Immunoresponsive gene 1 modulates neuroinflammation through the induction of heme oxygenase-1

Abstract

Abstract Inflammatory stimuli induce immunoresponsive gene 1 (IRG1) expression that in turn catalyzes the production of itaconate through diverting cis-aconitate away from the tricarboxylic acid cycle. The immunoregulatory effect of IRG1/itaconate axis has been recently documented in lipopolysaccharide-activated mouse and human macrophages. Currently, whether IRG1/itaconate axis exerts a modulatory effect in ischemic stroke remains unexplored. In this study, we investigated whether IRG1 plays a role in modulating ischemic brain injury. Our results showed IRG1 was highly induced in the ischemic brain following ischemic injury. We found that IRG1−/− stroke animals exhibited exacerbated brain injury, displayed with enlarged cerebral infarct, compared to wild type stroke controls. Furthermore, IRG1−/− stroke animals presented aggravated blood-brain barrier disruption, associated with augmented Evans blue leakage of the ischemic brain. Moreover, IRG1−/− stroke animals displayed elevated microglia activation, demonstrated with increased CD68, CD86, and Iba1 expression. Further analysis revealed that IRG1 was induced in microglia after ischemic stroke, and deficiency in IRG1 resulted in repressed microglial heme oxygenase-1 (HO-1) expression.
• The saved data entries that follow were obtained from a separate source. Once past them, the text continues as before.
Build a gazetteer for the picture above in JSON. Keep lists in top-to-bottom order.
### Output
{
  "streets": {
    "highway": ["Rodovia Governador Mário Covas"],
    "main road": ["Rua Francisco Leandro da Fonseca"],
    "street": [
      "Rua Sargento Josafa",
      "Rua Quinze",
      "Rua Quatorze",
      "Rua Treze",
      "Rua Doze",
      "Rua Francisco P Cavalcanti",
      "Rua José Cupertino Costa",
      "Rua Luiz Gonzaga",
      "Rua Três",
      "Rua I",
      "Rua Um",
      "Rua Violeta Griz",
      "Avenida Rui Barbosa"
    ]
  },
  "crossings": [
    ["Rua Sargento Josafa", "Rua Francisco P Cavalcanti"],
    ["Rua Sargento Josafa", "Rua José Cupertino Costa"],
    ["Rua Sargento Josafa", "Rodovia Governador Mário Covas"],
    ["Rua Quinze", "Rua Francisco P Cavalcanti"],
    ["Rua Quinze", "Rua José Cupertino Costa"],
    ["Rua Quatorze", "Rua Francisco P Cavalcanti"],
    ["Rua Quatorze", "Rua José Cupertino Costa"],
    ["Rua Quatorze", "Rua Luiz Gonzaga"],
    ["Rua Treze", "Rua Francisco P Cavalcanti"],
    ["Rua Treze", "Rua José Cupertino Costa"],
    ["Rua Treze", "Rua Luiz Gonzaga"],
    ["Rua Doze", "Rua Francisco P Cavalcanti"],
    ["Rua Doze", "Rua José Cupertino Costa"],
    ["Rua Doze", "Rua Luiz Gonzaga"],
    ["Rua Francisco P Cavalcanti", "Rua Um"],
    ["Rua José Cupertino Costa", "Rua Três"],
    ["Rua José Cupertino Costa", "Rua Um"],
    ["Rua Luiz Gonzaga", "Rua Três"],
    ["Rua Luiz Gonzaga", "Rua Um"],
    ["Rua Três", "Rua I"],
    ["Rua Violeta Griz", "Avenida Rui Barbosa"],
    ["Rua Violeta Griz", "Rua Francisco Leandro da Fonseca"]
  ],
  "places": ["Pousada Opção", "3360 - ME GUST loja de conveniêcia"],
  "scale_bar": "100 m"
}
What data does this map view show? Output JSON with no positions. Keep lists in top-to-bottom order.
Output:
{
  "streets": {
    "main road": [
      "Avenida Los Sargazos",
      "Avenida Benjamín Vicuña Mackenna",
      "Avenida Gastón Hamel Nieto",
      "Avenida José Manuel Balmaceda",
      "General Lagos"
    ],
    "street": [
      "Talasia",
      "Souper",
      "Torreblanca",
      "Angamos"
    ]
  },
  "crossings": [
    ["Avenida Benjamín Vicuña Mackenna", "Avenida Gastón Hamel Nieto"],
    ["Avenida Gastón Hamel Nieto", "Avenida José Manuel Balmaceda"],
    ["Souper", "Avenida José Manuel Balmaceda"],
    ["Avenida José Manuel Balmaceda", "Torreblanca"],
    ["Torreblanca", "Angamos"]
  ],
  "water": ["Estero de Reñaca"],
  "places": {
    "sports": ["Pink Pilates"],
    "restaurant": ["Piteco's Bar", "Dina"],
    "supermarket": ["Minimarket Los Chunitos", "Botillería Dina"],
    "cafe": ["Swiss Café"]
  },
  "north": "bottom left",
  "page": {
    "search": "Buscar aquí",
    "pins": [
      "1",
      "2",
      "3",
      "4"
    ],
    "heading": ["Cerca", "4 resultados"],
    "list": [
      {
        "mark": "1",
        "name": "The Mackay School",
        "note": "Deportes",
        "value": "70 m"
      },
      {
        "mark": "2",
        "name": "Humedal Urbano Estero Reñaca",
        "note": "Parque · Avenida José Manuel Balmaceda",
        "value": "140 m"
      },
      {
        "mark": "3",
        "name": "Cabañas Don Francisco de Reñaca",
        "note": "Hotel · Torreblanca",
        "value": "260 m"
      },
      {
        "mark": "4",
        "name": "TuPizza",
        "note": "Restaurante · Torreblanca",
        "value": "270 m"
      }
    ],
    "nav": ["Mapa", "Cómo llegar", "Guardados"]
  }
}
Notably, the administration of dimethyl itaconate, an itaconate derivative, to compensate the deficiency of IRG1/itaconate axis led to enhanced microglial HO-1 expression, alleviated ischemic brain injury, improved motor function, and decreased mortality rate in IRG1−/− stroke animals. In summary, we demonstrate that the induction of IRG1 in microglia following ischemic stroke may serve as a protective mechanism to restrain brain injury through HO-1 upregulation. This work was supported by Indiana University Startup Fund and in part by the National Institutes of Health (R01NS102449) to J.-H.Y.